那月君を弱気にさせてしまっていたことを知り、罪悪感を感じた。何か言い訳をしようと那月君の方を見ると、余程嬉しいのかにこにこと運転している姿が目に入る。

その姿に、胸がキュンと音を立てた。


デートの誘いを受けただけで、こんなに喜んでくれるなんて。那月君も、私のことを……その、す、好きでいてくれてるって、思っていいのかな?

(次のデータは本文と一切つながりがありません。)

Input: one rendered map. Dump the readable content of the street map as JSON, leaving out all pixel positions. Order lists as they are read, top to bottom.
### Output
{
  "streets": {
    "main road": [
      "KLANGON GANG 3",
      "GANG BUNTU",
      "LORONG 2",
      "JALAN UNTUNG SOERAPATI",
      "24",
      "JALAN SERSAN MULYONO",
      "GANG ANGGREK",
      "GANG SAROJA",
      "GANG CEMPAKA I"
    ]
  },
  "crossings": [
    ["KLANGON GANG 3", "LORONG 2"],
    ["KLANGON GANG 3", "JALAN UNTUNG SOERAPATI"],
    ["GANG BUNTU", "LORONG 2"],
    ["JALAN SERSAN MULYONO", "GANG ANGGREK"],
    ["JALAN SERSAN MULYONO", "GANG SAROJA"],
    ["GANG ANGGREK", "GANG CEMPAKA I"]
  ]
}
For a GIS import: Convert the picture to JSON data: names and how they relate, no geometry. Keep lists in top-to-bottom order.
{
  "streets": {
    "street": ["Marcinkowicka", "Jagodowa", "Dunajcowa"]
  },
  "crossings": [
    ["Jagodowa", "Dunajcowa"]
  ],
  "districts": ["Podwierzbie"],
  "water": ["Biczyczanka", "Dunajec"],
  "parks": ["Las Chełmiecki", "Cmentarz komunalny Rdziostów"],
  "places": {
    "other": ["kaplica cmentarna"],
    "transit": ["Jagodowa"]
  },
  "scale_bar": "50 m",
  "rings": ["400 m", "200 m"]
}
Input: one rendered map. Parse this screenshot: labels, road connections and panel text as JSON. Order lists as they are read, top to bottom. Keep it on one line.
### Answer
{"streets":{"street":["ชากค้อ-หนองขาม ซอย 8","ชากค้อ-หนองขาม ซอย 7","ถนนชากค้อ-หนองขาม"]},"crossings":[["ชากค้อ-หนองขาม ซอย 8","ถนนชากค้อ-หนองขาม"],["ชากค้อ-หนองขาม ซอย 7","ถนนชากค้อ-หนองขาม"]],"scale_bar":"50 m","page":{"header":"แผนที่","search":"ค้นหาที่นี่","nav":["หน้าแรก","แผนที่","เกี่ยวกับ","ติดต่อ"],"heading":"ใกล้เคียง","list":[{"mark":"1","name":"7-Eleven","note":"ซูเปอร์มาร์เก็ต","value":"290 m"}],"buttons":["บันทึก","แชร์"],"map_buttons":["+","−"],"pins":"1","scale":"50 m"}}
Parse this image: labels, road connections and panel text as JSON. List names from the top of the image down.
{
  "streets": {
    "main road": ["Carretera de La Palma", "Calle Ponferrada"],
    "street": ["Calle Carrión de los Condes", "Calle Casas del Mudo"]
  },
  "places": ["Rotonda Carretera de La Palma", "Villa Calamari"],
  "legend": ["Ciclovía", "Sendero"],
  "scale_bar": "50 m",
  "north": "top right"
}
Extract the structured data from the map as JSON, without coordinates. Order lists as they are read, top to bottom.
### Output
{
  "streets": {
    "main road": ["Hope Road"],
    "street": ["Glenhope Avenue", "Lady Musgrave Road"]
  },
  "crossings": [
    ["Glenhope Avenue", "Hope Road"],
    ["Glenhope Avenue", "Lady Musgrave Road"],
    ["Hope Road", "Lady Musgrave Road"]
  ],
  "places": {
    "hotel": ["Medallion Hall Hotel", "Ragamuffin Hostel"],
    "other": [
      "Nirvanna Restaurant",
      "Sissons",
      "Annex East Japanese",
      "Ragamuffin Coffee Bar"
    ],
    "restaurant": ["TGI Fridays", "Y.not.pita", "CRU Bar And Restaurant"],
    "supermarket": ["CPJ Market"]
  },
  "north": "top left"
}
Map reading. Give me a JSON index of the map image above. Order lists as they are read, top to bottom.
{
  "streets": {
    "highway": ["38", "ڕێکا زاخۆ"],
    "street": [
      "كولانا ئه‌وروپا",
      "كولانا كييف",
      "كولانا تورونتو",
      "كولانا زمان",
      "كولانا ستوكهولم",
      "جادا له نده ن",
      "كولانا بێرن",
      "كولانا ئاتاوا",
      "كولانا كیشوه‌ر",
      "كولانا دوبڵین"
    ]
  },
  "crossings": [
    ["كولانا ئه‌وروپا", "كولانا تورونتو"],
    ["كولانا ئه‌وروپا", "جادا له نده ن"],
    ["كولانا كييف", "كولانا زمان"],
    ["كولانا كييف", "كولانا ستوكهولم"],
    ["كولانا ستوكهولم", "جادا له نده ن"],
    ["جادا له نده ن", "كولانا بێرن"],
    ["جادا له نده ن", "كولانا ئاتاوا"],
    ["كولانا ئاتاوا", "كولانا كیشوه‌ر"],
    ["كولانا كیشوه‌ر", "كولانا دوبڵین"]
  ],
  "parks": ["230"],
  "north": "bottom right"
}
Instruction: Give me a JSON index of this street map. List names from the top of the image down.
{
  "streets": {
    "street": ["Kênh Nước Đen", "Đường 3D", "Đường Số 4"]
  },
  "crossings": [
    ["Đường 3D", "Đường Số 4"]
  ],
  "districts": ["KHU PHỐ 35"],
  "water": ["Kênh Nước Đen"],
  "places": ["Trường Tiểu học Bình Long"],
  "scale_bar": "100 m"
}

もっと……素直になりたい。こんなことで喜んでくれる、那月君が愛おしい。

那月君を、もっと笑顔にさせたい。


「あ、あのっ」


勇気を振り絞ってだした声は、聞こえるか聞こえないか、そんな小さなものだった。


「え?どうかしましたか?」


そんな私の声さえ、きちんと受け取ってくれる那月君。


「日曜日、楽しみに、しています……」


那月君が、好き……。

今にも、そんな言葉が溢れそうになったのを抑えて、瞼をぎゅっと瞑った。


再び信号が赤に変わり、ゆっくりと車が停車する。

アイドリングストップがきく車なのか、車内は静寂に包まれた。

い、勢いで言ってしまったけど、那月君はどう思っただろう。いつもあんまり喋らないから……変に思われた、かな?

不安になり、恐る恐る目を開いた。


……それは、本当に一瞬だった。


頬に走った、柔らかい感触。


「……っ」


なに、今の……。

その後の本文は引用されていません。